Falling for my Neighbor

By: Lila Younger


For some reason that I can’t remember, I decided to quit swimming lessons. My mom insisted that I do a sport, because even back then, she was thinking about business school for me, so on a whim I decided to try out tennis at the Y.

Macon was in college at the time, a second year who was trying to pay for tuition by teaching on the side.

Up until I saw him, I never thought that someone as hot as the Backstreet Boys could ever come to my boring town. But there was, and he became the star of every one of my teenage fantasies. I imagined dating him, marrying him, even having his kids. I wanted to give him my virginity.

I still do, if I had to be honest. It seems sort of like a cheesy thing to do, but there’s nobody else I want to share my first time with.

Anyways, I was immediately head over heels into a crush, one that I still have to this day. I would practice my swings for hours at home, hoping for a compliment from him, until I realized that he’d help me with my swings if I was terrible.
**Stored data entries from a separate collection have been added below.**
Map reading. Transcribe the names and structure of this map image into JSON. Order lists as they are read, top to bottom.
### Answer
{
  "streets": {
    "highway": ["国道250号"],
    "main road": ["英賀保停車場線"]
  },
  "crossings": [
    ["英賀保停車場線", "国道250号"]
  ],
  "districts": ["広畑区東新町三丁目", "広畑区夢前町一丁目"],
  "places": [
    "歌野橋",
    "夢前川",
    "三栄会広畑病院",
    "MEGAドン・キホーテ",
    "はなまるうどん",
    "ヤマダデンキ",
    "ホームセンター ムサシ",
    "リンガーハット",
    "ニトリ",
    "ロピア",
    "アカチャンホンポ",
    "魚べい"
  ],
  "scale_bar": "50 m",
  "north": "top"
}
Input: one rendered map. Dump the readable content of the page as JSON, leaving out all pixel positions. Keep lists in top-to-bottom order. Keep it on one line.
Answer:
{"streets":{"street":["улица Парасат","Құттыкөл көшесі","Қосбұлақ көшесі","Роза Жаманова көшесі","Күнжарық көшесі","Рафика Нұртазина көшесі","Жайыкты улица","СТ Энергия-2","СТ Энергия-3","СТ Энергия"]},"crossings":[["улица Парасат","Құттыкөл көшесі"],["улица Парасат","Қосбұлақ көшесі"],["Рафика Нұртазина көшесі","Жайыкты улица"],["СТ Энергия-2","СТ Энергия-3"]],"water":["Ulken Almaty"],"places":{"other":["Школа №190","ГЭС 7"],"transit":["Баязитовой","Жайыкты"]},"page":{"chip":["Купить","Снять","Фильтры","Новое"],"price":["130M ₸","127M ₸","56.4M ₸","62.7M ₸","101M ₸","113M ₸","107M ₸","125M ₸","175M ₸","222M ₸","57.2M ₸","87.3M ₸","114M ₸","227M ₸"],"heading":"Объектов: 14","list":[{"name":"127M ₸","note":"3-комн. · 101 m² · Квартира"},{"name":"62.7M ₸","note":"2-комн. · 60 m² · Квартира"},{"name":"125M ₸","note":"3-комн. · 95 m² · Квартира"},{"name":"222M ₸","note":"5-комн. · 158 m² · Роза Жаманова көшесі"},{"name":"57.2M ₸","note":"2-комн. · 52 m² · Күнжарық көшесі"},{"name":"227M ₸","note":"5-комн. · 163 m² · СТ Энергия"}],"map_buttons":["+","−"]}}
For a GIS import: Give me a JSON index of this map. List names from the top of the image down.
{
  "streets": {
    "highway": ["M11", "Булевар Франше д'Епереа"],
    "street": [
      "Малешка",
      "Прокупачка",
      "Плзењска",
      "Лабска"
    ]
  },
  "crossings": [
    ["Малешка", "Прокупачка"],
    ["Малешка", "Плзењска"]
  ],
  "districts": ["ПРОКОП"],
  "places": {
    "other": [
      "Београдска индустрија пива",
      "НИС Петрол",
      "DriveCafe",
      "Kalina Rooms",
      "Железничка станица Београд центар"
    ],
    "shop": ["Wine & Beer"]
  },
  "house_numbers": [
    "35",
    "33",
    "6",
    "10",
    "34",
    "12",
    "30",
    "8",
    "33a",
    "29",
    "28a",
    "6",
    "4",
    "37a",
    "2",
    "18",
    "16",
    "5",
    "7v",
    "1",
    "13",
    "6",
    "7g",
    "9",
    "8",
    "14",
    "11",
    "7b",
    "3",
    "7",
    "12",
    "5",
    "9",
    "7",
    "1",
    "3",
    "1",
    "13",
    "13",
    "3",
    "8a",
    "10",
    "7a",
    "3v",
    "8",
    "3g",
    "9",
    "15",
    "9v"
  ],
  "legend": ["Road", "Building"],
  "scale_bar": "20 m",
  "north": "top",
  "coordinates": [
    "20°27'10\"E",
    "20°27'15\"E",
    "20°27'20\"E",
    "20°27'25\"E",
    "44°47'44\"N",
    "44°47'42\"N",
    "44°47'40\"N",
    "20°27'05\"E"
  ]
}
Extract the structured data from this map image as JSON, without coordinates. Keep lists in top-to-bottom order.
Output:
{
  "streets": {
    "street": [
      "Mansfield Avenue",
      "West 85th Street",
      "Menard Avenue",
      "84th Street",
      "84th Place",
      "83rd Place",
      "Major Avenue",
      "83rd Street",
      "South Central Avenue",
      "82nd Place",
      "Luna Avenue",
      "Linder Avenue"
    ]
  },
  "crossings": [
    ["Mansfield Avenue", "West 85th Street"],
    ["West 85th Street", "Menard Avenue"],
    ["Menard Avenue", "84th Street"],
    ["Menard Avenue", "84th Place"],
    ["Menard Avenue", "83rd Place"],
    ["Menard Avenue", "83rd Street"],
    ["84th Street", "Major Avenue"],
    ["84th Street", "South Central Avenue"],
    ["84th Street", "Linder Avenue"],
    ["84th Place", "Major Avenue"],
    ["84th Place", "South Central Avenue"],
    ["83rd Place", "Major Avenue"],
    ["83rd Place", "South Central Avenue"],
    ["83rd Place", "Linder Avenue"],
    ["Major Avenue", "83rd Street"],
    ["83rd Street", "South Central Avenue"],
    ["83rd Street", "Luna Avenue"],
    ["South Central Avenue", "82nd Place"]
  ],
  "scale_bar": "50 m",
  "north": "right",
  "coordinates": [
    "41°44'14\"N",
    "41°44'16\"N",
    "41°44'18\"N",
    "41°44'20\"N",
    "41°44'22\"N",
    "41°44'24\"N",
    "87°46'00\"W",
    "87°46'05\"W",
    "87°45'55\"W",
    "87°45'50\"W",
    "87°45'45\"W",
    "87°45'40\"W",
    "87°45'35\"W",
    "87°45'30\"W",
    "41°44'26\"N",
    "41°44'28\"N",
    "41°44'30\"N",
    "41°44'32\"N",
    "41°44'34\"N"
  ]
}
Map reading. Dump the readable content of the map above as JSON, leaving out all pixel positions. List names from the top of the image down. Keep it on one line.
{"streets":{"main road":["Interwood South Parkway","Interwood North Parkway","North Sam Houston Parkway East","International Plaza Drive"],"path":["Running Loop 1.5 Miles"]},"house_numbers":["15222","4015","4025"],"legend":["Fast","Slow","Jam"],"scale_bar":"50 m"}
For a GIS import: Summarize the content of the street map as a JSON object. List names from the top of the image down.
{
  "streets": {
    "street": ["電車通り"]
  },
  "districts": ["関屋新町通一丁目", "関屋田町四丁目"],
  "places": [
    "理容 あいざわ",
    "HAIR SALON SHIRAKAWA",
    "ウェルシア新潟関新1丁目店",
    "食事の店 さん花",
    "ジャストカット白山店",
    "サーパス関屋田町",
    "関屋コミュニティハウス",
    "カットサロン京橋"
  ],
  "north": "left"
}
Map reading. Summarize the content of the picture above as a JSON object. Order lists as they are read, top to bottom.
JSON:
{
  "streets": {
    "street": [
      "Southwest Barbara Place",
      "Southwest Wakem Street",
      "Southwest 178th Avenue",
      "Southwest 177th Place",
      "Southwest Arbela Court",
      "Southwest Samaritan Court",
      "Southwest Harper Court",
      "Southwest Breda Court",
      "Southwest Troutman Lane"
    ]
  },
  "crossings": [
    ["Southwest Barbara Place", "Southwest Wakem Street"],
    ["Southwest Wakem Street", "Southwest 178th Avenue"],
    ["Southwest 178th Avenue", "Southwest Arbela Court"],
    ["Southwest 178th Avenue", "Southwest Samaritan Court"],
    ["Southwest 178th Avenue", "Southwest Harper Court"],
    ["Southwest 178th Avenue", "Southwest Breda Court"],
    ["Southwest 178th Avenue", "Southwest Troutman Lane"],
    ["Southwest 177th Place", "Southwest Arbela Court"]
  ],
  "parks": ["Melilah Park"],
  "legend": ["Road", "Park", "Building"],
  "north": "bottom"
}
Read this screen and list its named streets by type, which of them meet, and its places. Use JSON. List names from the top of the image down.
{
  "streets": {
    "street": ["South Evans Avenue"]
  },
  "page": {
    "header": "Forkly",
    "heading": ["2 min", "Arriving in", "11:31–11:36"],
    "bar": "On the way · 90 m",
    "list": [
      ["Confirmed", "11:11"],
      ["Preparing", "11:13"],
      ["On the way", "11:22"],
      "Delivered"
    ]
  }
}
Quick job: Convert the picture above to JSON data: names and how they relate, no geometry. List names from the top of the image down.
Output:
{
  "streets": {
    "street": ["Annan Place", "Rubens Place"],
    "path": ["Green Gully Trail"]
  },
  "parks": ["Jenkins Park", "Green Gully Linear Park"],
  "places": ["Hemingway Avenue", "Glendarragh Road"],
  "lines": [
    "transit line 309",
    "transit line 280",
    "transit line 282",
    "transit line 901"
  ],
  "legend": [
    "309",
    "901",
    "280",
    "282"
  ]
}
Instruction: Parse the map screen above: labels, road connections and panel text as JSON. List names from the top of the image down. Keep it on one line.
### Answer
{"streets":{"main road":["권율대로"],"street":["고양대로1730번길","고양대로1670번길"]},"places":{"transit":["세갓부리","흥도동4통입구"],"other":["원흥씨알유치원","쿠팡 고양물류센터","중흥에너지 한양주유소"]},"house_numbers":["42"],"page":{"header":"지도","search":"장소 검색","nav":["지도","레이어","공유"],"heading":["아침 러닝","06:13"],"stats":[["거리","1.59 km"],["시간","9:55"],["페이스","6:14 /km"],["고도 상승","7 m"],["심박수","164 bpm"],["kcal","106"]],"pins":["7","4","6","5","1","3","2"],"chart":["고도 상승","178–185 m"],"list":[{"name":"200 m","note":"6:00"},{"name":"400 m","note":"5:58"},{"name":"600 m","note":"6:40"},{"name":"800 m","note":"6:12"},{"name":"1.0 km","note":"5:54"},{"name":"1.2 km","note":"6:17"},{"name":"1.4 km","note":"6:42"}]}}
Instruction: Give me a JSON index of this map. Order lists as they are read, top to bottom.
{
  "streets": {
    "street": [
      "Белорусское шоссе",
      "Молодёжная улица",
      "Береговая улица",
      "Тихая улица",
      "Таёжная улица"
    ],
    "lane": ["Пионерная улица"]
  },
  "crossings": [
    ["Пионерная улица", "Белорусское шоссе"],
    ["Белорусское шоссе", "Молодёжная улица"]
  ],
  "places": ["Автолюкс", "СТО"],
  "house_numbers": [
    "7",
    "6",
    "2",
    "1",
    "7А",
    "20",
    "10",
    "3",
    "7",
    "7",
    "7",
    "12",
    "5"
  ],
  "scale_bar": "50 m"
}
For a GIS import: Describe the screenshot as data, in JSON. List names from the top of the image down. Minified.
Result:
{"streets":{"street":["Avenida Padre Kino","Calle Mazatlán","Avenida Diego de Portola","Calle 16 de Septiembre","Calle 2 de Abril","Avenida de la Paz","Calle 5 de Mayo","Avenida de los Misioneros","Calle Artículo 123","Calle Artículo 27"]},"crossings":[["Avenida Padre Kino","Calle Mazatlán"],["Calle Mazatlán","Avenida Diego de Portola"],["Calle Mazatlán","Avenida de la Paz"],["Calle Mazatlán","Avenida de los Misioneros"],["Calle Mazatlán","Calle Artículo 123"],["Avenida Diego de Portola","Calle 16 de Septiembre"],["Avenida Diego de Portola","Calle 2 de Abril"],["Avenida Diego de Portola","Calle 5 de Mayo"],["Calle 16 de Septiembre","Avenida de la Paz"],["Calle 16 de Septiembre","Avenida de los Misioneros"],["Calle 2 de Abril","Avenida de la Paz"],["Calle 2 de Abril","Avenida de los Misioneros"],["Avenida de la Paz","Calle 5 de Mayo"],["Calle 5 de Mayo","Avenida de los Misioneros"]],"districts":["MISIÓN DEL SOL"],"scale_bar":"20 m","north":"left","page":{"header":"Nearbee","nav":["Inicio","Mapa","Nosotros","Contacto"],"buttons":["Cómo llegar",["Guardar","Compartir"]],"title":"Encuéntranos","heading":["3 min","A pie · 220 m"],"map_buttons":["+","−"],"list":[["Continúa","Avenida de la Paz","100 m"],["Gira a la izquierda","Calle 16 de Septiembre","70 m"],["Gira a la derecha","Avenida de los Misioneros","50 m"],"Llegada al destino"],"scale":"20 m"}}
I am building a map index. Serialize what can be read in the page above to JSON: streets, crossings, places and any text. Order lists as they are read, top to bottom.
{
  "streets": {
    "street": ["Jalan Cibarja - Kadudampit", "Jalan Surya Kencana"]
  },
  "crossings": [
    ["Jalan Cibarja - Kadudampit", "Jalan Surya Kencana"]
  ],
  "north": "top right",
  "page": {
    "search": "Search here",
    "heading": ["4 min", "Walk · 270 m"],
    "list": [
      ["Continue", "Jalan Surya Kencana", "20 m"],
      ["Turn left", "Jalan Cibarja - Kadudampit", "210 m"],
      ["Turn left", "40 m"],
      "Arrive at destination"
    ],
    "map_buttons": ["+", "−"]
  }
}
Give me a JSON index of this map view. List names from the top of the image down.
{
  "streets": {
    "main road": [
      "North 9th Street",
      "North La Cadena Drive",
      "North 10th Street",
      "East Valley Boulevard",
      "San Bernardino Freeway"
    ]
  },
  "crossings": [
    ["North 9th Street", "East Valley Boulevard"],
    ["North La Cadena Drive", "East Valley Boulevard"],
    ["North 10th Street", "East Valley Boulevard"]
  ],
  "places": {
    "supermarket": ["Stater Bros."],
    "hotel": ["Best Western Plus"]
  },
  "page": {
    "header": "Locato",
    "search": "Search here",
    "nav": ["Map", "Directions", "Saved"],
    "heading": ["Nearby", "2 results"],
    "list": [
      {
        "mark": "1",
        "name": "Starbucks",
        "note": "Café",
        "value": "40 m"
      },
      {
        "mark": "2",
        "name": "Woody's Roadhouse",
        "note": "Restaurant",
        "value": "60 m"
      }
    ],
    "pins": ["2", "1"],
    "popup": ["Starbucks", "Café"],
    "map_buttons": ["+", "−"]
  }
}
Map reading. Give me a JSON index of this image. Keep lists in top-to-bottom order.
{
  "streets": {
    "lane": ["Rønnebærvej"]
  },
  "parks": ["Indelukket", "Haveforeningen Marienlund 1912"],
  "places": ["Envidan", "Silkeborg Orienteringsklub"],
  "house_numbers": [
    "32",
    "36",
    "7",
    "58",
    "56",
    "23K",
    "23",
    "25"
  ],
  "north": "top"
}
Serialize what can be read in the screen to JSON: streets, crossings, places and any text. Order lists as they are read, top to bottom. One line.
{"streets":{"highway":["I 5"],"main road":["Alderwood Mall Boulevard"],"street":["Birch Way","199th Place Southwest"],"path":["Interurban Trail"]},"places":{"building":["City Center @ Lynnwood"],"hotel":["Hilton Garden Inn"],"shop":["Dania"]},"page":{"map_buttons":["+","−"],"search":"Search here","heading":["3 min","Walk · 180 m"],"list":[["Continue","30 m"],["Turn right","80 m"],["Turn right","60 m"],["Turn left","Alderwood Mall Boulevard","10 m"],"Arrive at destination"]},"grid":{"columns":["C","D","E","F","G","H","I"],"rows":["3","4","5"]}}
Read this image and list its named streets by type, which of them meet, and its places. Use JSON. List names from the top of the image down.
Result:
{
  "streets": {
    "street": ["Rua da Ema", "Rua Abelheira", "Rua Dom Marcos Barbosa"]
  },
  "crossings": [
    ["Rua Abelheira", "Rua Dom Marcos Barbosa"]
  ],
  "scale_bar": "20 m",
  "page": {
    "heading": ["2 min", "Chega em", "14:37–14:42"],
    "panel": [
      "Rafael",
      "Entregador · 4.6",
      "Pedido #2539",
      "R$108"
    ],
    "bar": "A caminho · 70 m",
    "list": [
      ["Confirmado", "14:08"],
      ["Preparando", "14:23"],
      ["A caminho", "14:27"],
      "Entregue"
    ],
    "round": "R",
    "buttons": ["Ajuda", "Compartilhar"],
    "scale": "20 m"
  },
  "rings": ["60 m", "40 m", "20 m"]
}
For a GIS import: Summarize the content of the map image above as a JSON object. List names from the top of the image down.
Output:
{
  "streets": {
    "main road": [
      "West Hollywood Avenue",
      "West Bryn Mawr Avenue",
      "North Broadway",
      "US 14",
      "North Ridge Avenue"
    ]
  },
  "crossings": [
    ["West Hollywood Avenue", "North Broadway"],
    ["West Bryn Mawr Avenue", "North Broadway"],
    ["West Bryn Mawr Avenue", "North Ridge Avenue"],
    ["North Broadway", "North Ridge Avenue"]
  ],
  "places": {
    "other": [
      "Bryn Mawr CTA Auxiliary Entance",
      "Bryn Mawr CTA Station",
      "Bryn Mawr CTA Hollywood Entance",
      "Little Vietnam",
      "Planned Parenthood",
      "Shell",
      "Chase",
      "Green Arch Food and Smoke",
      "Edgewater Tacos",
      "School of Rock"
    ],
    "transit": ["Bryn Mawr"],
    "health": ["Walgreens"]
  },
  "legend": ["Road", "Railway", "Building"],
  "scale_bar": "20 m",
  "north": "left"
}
The way he touched me left invisible marks on my skin, burning me up.

Sometimes I cringe at tween me, because there’s no way that he didn’t know that I liked him. I mean, I turned into a tomato every time I saw him, and I asked so many questions, trying to learn everything I could about him. I thought I was being sly, reading up on books he like, music he listened to, but I definitely wasn’t.

Macon never made me feel embarrassed about it though. He always treated me kindly, and never made me feel like the little kid that I was. And then there was the volunteering, the sunny smile he had for everyone, the sincerely good personality that he had. I mean, he’s the kind of person who would help a little old lady with her groceries even if there was nobody around to see him do it. It’s no wonder every woman in Summerdale with a pulse liked him.

And he liked someone back, or at least, for a while he did. A divorce sure is hard, especially when there’s a baby involved, but I’m pathetically happy it didn’t work out. That means there’s a chance for me.

When Macon left, I kept track of him through Facebook and the media. Because at the time, I didn’t know that he was the heir to Daniels Communications, a huge media company that extended from magazines to T.V. channels to radio. I was awed. He always seemed so down to earth to me.

The longer time passed, the more I further I felt from him. There’s no way that we could ever cross paths again, I thought with regret.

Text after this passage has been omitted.